The Bubble review: Netflix comedy is a Covid-themed Saturday Night Live sketch stretched to two hours

Dir: Judd Apatow. Starring: Karen Gillan, David Duchovny, Leslie Mann, Pedro Pascal, Keegan-Michael Key, Iris Apatow, Gus Khan, Fred Armisen, Peter Serafinowicz, Maria Bakalova, Kate McKinnon. 126 mins.

Can a pandemic be funny? That’s the question posed by Judd Apatow’s The Bubble, a Netflix comedy about movie stars shooting a blockbuster during one. It joins a small, mostly undignified array of films that have tried to incorporate our last two years into their plots. Thankfully, The Bubble isn’t as distasteful as Amazon’s “Covid-23” romance Songbird, nor as terrible as the Anne Hathaway heist film Locked Down. Instead, it’s a fleetingly amusing but largely bad movie that just so happens to be about coronavirus. As far as Covid cinema goes, it’s a hit.

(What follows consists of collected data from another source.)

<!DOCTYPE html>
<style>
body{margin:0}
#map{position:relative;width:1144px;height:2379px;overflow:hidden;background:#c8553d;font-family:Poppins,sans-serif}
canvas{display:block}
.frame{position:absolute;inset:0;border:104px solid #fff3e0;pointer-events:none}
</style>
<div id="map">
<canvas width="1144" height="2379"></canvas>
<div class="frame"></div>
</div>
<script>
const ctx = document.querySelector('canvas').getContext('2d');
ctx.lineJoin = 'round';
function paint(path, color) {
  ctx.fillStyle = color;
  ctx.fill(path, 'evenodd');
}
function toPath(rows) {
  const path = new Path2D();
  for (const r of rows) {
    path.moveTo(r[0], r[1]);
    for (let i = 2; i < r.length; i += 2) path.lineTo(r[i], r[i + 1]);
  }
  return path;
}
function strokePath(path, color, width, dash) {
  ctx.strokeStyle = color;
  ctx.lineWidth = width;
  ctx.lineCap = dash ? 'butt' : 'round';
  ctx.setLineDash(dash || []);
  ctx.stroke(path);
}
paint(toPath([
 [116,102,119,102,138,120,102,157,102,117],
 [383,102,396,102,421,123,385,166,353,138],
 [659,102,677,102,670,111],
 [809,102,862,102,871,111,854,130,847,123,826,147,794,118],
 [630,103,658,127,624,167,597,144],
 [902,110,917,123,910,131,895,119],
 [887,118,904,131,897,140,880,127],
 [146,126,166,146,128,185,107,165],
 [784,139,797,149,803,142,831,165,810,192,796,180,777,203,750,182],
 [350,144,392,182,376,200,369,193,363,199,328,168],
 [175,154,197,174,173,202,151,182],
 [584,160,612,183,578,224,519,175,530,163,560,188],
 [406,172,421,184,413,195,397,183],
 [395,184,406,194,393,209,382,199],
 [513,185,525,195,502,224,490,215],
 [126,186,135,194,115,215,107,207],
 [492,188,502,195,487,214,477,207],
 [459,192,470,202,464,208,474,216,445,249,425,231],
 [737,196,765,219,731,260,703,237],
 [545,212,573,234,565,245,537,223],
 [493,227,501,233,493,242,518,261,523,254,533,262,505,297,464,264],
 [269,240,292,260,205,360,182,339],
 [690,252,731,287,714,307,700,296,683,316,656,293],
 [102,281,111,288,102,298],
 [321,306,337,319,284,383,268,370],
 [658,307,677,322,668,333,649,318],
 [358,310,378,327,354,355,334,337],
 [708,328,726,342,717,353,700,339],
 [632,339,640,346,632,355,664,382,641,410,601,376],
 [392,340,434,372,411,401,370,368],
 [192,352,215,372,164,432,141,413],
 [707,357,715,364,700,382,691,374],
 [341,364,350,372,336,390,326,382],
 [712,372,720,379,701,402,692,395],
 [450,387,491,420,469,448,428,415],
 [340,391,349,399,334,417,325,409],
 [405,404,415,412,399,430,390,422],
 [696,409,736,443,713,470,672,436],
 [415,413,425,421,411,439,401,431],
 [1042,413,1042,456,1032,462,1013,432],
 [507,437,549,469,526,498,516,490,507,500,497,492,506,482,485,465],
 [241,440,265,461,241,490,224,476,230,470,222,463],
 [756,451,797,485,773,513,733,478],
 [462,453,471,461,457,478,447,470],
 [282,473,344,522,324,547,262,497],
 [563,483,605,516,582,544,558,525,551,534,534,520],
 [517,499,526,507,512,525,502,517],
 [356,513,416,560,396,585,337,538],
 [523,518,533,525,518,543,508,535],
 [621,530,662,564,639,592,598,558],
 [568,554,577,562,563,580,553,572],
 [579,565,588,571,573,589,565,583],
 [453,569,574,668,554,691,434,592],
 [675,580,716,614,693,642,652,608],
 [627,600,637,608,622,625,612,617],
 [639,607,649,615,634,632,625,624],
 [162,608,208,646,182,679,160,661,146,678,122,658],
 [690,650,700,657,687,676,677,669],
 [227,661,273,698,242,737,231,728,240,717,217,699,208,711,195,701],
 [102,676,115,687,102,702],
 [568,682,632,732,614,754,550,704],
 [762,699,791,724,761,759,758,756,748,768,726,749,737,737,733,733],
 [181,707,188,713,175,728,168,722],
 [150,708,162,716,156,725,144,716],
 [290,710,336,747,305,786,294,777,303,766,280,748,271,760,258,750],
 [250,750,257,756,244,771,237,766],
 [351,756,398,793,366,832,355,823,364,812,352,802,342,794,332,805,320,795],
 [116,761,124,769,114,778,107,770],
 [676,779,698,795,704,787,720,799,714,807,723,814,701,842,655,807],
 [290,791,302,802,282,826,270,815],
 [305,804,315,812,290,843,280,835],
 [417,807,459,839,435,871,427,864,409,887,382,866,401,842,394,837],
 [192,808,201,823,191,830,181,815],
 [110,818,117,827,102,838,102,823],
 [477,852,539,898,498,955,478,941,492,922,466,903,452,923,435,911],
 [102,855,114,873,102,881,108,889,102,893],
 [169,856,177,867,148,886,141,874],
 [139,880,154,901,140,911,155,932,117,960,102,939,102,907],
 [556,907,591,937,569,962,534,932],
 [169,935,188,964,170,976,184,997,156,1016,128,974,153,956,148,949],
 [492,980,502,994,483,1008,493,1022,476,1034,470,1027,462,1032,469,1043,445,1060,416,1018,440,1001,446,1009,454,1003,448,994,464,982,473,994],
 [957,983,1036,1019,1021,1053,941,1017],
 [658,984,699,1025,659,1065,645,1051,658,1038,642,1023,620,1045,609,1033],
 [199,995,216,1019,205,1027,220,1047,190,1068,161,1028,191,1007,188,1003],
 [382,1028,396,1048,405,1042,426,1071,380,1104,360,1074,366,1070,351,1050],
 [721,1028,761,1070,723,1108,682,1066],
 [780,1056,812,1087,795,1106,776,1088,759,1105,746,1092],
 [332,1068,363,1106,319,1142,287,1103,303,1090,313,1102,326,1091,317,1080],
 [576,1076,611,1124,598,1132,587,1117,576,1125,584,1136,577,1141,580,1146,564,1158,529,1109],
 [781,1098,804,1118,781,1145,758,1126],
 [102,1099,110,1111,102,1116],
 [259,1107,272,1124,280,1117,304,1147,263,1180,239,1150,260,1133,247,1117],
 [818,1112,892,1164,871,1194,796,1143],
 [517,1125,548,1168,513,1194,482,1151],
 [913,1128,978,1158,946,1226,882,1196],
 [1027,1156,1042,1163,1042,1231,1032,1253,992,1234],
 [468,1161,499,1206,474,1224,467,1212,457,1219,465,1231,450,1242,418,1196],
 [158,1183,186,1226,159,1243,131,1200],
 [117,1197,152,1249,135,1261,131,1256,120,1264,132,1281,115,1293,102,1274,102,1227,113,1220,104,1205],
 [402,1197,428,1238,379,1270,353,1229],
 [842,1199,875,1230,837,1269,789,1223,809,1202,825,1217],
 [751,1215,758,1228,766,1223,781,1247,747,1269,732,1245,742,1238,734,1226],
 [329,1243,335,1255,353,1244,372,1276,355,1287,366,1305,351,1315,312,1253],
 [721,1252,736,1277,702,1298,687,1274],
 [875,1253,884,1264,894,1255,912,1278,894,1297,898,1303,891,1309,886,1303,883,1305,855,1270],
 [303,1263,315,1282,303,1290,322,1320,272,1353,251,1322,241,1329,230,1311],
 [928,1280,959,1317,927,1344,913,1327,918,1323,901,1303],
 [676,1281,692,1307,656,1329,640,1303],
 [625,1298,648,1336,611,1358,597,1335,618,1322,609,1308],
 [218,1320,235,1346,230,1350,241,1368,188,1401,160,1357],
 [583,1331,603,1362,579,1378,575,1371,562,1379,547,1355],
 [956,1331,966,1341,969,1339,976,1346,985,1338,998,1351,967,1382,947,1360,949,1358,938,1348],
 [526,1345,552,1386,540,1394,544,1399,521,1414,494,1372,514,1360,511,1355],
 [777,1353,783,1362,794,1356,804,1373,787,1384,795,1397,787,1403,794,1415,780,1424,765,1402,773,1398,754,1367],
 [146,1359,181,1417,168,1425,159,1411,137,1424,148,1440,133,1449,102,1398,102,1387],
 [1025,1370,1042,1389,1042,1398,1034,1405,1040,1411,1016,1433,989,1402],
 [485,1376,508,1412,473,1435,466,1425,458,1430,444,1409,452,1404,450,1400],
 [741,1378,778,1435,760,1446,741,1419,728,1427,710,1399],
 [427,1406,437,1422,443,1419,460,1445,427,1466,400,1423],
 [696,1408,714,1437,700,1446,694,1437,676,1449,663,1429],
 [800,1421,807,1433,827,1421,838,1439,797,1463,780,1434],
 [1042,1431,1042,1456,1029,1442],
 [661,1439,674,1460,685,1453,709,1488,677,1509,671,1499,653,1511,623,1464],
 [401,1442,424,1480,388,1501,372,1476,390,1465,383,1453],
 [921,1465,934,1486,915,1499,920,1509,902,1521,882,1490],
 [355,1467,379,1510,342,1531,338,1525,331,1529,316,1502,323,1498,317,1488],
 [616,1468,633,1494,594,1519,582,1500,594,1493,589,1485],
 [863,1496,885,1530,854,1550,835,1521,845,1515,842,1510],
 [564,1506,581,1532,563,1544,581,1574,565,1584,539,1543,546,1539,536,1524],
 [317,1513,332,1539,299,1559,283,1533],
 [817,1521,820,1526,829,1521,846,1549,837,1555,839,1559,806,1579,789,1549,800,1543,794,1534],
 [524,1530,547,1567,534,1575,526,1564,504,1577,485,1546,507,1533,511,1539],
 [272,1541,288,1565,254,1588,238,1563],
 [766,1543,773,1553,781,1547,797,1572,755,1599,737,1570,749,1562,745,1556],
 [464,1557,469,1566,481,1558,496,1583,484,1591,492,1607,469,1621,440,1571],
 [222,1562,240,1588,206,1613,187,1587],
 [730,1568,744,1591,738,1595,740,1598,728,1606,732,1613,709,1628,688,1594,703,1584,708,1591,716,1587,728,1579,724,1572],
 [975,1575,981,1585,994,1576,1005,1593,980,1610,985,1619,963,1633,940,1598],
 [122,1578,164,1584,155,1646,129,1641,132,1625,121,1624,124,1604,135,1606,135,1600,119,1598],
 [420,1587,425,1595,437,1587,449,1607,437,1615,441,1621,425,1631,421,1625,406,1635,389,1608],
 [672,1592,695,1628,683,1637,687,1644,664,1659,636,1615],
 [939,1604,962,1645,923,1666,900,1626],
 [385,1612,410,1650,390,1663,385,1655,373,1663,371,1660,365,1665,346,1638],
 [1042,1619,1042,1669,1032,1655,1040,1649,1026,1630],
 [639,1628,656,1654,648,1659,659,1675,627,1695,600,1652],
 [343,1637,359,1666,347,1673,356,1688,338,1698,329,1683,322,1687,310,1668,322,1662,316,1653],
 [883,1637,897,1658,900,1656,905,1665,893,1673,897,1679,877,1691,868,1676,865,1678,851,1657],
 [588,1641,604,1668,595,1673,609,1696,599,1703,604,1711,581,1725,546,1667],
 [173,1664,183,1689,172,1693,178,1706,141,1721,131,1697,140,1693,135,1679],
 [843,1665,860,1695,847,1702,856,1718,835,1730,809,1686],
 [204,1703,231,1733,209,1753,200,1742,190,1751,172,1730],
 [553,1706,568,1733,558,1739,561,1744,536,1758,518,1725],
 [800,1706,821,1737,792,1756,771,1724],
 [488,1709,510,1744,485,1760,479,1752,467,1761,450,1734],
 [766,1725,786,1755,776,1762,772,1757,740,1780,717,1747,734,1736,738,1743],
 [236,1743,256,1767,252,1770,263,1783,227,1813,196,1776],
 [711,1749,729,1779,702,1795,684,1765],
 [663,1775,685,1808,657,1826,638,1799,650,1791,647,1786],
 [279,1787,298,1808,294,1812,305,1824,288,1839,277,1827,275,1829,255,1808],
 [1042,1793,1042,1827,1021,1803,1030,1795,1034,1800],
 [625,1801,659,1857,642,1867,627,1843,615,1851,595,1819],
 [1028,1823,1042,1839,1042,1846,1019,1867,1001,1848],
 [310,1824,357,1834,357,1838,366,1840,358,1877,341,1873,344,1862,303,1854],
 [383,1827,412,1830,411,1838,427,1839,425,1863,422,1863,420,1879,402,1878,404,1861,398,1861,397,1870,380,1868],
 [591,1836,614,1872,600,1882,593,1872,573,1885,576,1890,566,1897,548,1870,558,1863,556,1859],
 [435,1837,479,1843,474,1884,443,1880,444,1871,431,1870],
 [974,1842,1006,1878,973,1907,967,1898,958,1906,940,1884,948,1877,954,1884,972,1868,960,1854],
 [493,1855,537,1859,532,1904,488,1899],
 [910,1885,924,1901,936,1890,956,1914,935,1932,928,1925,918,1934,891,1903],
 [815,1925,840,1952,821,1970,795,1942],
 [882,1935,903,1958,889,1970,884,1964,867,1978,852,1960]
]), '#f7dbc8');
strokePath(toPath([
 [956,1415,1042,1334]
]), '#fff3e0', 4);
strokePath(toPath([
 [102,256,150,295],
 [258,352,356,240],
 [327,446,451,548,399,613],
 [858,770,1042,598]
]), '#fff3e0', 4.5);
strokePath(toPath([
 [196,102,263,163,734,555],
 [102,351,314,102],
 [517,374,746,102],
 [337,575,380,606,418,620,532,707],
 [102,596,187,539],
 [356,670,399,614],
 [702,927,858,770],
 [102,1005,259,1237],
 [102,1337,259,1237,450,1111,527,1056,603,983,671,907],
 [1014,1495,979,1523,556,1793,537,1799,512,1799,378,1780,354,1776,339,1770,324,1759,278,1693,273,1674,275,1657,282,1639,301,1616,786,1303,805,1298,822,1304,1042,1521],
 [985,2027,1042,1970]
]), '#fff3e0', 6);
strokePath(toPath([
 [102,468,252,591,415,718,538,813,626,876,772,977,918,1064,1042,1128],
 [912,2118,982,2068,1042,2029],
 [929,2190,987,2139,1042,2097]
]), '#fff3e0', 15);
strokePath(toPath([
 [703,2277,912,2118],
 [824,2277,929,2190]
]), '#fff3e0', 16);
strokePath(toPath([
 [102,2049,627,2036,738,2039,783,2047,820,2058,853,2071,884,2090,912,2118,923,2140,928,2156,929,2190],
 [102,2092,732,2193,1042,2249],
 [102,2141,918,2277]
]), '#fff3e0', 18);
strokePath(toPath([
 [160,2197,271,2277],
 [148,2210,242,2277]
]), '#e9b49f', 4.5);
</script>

As a comedy, it’s a disappointment.

The Bubble is funniest in its opening stretch. Karen Gillan’s Carol Cobb was once the star of the Cliff Beasts franchise, a Jurassic Park simulacrum in which teams of scientists battle mutant dinosaurs on land, sea and – in at least one sequel – space. Come Cliff Beasts 5, though, Carol was out, choosing instead to star in a disastrous, Oscar-baiting drama in which Israel and Palestine come together to fight aliens. Mid-pandemic and struggling for work, Carol is lured back for a sixth Cliff Beasts – Chapter 6: Battle for Everest: Memories of a Requiem. That’s despite her co-stars disliking her, and her role in the franchise having been usurped by a TikTok influencer (Iris Apatow) making her acting debut.

Carol joins her fellow cast and crew in a English countryside hotel for 14 days of quarantine, followed by a production that seems to go on forever – Covid repeatedly shuts the film down, studio executives bark demands via Zoom, there are drug overdoses, flings and exploding limbs. Freshly divorced franchise leads Lauren (Leslie Mann) and Dustin (David Duchovny) war over the nightmarish 16-year-old boy they just adopted; co-star Sean (Keegan-Michael Key) seems to be running a cult; method actor Dieter (Pedro Pascal) is still in an opioid haze from his last project; inexperienced director Darren (Fred Armisen) is coming off a Sundance hit about working at a DIY shop, and is miserable.

It’s a strong foundation. The Bubble’s script is credited to Apatow and Team America co-writer Pam Brady, and there are occasional flashes of barbed, satirical wit here. Generally, though, The Bubble resembles a flutter of loose ideas, to which a vast ensemble of reliably funny actors have been tasked with adding colour. So you have Mann and Pescal doing wacky accents, Rob Delaney ranting about “Japanese taxi porn”, Harry Trevaldwyn – of viral Twitter fame – being strange and ethereal. Every scene is accidentally tense as a result, with the actors seemingly improvising their way through a comic set-up and only occasionally hitting on something that works. That feeling worsens as The Bubble goes on. The reliably luminous Mann sadly exits at the film’s midpoint and a parade of subsequent celebrity cameos fall flat.

Most frustratingly, The Bubble is the first Judd Apatow movie that doesn’t feel like a Judd Apatow movie. His brand – honed via comedies such as Knocked Up, Funny People and The King of Staten Island – is talky, slightly overlong, funny-sad cinema. They merge the Seventies melancholy of Elaine May with the Eighties neuroses of Albert Brooks and the Nineties gross-out of the Farrelly Brothers, all the while serenaded by a Seth Rogen chortle. Polarising though they may be, Apatow’s films are heartfelt, clever and distinctly his. The Bubble feels throwaway and devoid of warmth or character. It ends up being little more than a slight, sluggish Saturday Night Live sketch stretched to more than two hours, with nary an Apatowian fingerprint to be found.